Dataset entries:
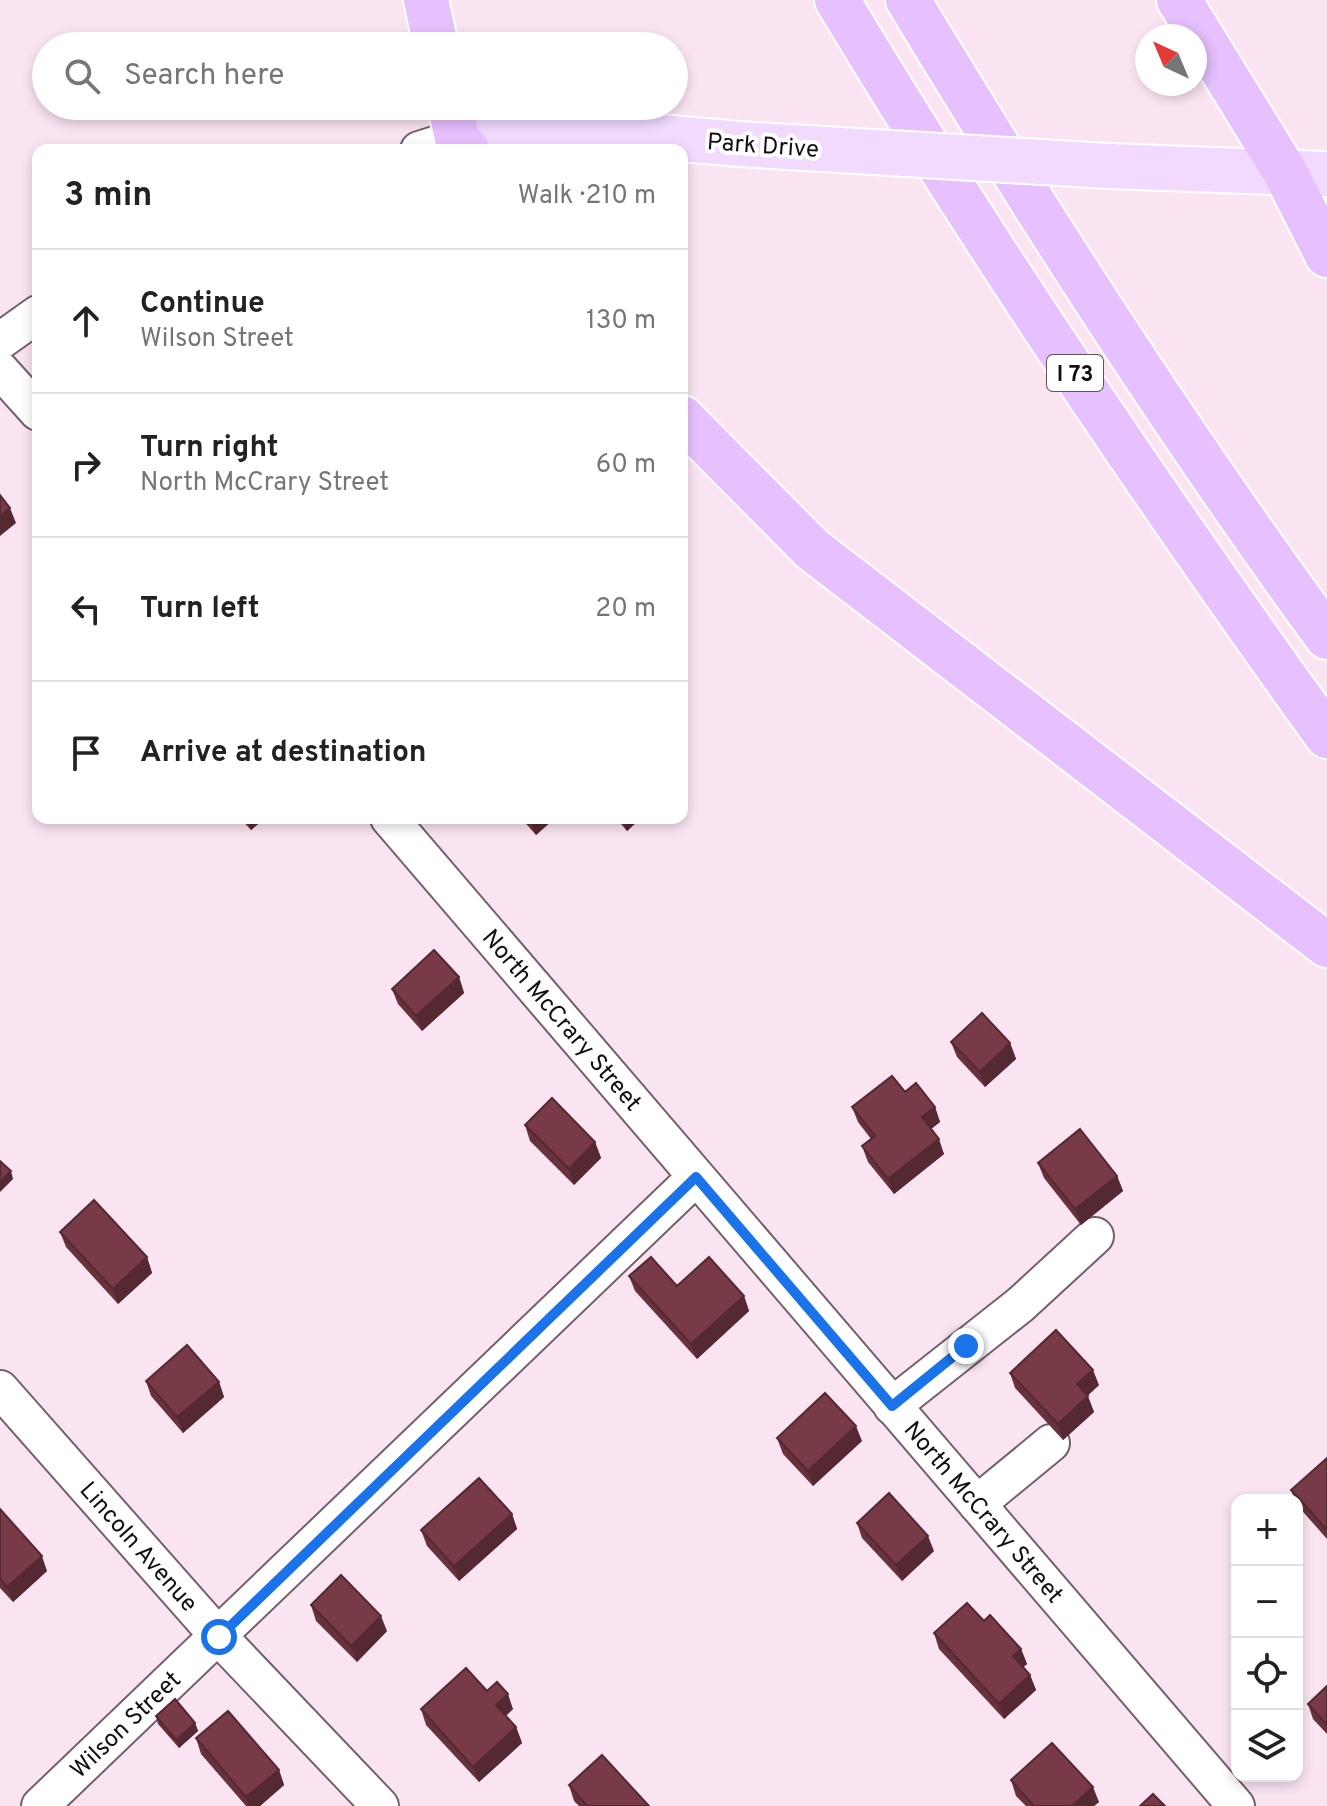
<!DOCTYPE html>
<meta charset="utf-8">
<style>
body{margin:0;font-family:Overpass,sans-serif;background:#f6f6f6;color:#222}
.controls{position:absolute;right:24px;bottom:24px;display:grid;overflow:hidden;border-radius:16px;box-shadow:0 4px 12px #0003}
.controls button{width:72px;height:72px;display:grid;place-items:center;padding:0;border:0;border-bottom:2px solid #e0e0e0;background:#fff;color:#222;font:40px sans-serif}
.compass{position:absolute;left:1135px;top:24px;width:72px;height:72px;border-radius:50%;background:#fff;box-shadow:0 4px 12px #0003;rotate:316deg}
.stop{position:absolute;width:24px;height:24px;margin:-18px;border:6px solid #1a73e8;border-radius:50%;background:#fff}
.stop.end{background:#1a73e8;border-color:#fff;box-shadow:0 2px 8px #0008}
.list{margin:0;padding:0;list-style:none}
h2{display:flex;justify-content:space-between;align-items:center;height:104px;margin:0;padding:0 32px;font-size:34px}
h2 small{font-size:26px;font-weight:400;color:#767676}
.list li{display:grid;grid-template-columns:52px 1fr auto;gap:24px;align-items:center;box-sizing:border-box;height:144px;padding:0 32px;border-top:2px solid #e0e0e0}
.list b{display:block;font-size:30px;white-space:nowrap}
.list p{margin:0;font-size:26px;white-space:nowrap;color:#767676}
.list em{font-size:26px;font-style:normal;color:#767676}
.icon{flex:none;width:44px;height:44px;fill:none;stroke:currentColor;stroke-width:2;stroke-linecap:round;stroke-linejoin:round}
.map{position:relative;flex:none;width:1327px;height:1806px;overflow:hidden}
.search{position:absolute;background:#fff;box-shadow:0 4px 12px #0003;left:32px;top:32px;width:656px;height:88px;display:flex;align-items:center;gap:20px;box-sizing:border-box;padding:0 28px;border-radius:44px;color:#767676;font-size:30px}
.panel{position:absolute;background:#fff;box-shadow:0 4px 12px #0003;left:32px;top:144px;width:656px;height:680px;border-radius:16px}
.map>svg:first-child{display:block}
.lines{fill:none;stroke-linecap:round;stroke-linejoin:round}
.minor-casing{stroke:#73606c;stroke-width:40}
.major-casing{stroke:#fff;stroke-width:48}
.highway-casing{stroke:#fff;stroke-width:48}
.minor{stroke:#fff;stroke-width:36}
.major{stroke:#f1dafe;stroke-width:44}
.highway{stroke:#e7c1fe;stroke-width:44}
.major-bridge-casing{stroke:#fff;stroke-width:48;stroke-linecap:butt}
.major-bridge{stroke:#f1dafe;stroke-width:44}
.wall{fill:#67323c}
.shaded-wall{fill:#542931}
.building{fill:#783a46;stroke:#542931;stroke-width:2}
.route{stroke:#1a73e8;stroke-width:10}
.labels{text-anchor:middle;stroke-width:8;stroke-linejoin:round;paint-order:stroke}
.shield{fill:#fff;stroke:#5a5659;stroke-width:2}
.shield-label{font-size:22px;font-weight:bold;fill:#140d12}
.street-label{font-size:24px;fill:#140d12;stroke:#fff}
</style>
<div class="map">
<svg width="1327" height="1806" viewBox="0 0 1327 1806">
<rect width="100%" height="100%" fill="#fbe4f2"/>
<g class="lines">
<defs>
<g id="minor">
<path d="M419 150 457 138"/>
<path d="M0 341 38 314"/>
<path d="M0 370 38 412"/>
<path id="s1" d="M389 818 1236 1806"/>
<path id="s2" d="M0 1389 219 1637 380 1806"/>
<path d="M892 1406 1020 1305 1095 1236"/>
<path d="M977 1504 1051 1443"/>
<path id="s3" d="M40 1806 696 1177"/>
</g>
<path id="major" d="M457 138 559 128 739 144
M1108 166 1327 174"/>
<path id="highway" d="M426 0 436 46
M837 0C989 253 1155 497 1327 736
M908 0C1039 217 1177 432 1327 637
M1179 0 1285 172 1327 255
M450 106 457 138 467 150
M682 418 812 549 1327 945"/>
</defs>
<use href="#minor" class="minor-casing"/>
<use href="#major" class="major-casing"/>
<use href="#highway" class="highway-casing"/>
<use href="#minor" class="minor"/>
<use href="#major" class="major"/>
<use href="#highway" class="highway"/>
<defs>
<path id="major-bridge" d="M739 144 1108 166"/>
</defs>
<use href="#major-bridge" class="major-bridge-casing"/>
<use href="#major-bridge" class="major-bridge"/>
</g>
<path class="wall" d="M240 818H265L251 830Z
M521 818H555L536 835Z
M616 818H641L627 831Z
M459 977 464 993 422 1031 398 1004 392 989Z
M951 1042 1010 1043 1016 1059 985 1087 957 1057Z
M905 1092 935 1107 940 1122 931 1129 944 1154 894 1194 868 1162 862 1146 871 1139 858 1122 852 1107Z
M525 1125 595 1142 601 1158 574 1185 530 1141Z
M1038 1163 1117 1176 1123 1191 1081 1225 1044 1178Z
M60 1232 147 1257 152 1273 118 1304 66 1247Z
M629 1276 677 1286 744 1296 749 1311 697 1359 635 1291Z
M1010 1373 1099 1385 1087 1396 1094 1412 1063 1440 1015 1388Z
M146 1381 219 1382 224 1397 183 1433 151 1396Z
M777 1438 862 1441 813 1486 783 1454Z
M1327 1458V1539L1297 1505V1500H1295L1291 1490Z
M0 1509 47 1571 13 1602 0 1588Z
M512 1514 517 1529 459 1581 427 1546 421 1530Z
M857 1523 934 1551 902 1581 862 1538Z
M311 1605 387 1631 357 1662 316 1621Z
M984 1621 1021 1649 1027 1664 1023 1667 1030 1675 1036 1690 1004 1719 939 1649 934 1633Z
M1327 1686V1734L1313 1719 1308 1704Z
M487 1691 513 1709 506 1716 516 1727 522 1743 479 1782 426 1725 421 1709Z
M156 1716 195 1723 198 1731 179 1748 158 1724Z
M196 1738 279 1770 284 1785 260 1806H246L201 1754Z
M1011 1780 1099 1802 1094 1806H1026L1016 1796Z
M569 1785 649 1806H579L574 1801Z"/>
<path class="shaded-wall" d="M10 508 16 523 0 536V516Z
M247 818H265L251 830Z
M532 818H555L536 835 530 819Z
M630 818H641L627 831 624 823Z
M459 977 464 993 422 1031 416 1016Z
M1010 1043 1016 1059 985 1087 980 1072Z
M935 1107 940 1122 927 1132 922 1117Z
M939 1139 944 1154 894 1194 888 1179Z
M595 1142 601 1158 574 1185 569 1169Z
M11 1171 13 1179 0 1192V1182Z
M1117 1176 1123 1191 1081 1225 1075 1209Z
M147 1257 152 1273 118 1304 113 1289Z
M744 1296 749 1311 697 1359 691 1344Z
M1093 1370 1099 1385 1083 1400 1077 1384Z
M219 1382 224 1397 183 1433 177 1417Z
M1088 1396 1094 1412 1063 1440 1058 1424Z
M856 1426 862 1441 813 1486 808 1471Z
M512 1514 517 1529 459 1581 454 1566Z
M928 1536 934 1551 902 1581 896 1565Z
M42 1556 47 1571 13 1602 7 1587Z
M381 1616 387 1631 357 1662 351 1646Z
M1021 1649 1027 1664 1018 1672 1013 1656Z
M1030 1675 1036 1690 1004 1719 999 1704Z
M508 1694 513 1709 501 1720 496 1705Z
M195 1723 198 1731 179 1748 176 1740Z
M516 1727 522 1743 479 1782 473 1767Z
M279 1770 284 1785 260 1806H249L246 1797Z
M1093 1787 1099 1802 1094 1806H1072Z"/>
<path class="building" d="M0 495 10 508 0 516Z
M620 818H630L624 823Z
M434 950 459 977 416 1016 392 989Z
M982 1013 1010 1043 980 1072 951 1042Z
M892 1076 905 1092 916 1083 935 1107 922 1117 939 1139 888 1179 862 1146 875 1136 852 1107Z
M552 1098 595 1142 569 1169 525 1125Z
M1080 1129 1117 1176 1075 1209 1038 1163Z
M0 1161 11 1171 0 1182Z
M94 1200 147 1257 113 1289 60 1232Z
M651 1257 677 1286 709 1257 744 1296 691 1344 629 1276Z
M1056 1330 1093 1370 1077 1384 1088 1396 1058 1424 1010 1373Z
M187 1345 219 1382 177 1417 146 1381Z
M825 1393 856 1426 808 1471 777 1438Z
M1327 1458V1530L1291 1490Z
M479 1478 512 1514 454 1566 421 1530Z
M889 1493 928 1536 896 1565 857 1523Z
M0 1509 42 1556 7 1587 0 1579Z
M341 1575 381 1616 351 1646 311 1605Z
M967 1603 984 1621 990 1615 1021 1649 1013 1656 1030 1675 999 1704 934 1633Z
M466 1668 487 1691 497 1682 508 1694 496 1705 516 1727 473 1767 421 1709Z
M1327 1686V1725L1308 1704Z
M175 1699 195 1723 176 1740 156 1716Z
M228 1711 279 1770 246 1797 196 1738Z
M1052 1743 1093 1787 1072 1806H1034L1011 1780Z
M602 1755 649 1806H587L569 1785Z
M1153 1794 1165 1806H1140Z"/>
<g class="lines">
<path class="route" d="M219 1637 696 1177 892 1406 966 1346"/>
</g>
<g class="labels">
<rect class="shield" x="1047" y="355" width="56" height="36" rx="6"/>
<g class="shield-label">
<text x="1075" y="381">I 73</text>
</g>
<g class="street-label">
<text transform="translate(763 145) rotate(4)" y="8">Park Drive</text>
<text dy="8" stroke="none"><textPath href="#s1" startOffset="266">North McCrary Street</textPath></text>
<text dy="8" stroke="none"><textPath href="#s1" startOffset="914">North McCrary Street</textPath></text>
<text dy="8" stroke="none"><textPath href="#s2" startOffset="210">Lincoln Avenue</textPath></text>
<text dy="8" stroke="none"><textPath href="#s3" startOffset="118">Wilson Street</textPath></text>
</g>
</g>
</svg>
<div class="controls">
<button>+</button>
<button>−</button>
<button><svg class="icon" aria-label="locate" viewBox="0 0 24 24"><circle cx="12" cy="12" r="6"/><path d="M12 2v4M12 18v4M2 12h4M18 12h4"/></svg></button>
<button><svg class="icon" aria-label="layers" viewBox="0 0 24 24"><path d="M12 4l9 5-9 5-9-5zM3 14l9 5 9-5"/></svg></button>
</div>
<svg class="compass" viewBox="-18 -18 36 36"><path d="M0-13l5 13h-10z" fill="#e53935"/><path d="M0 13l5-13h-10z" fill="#767676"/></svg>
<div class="stop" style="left:219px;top:1637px"></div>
<div class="stop end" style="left:966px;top:1346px"></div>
<div class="search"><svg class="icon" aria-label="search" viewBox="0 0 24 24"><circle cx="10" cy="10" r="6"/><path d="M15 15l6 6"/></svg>Search here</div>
<section class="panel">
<h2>3 min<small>Walk · 210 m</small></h2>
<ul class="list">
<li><svg class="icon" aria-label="ahead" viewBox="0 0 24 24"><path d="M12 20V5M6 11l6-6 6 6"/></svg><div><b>Continue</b><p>Wilson Street</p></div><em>130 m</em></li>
<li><svg class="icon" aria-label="right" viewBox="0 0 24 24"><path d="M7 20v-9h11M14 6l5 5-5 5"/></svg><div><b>Turn right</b><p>North McCrary Street</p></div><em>60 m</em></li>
<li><svg class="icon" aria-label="left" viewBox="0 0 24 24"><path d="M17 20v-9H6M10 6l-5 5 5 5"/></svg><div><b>Turn left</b></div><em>20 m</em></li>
<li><svg class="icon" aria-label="arrive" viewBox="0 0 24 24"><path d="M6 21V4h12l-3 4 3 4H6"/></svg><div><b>Arrive at destination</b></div></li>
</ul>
</section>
</div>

Your objective: List each line of the entries that holds the string "nowrap".

Exercise response:
.list b{display:block;font-size:30px;white-space:nowrap}
.list p{margin:0;font-size:26px;white-space:nowrap;color:#767676}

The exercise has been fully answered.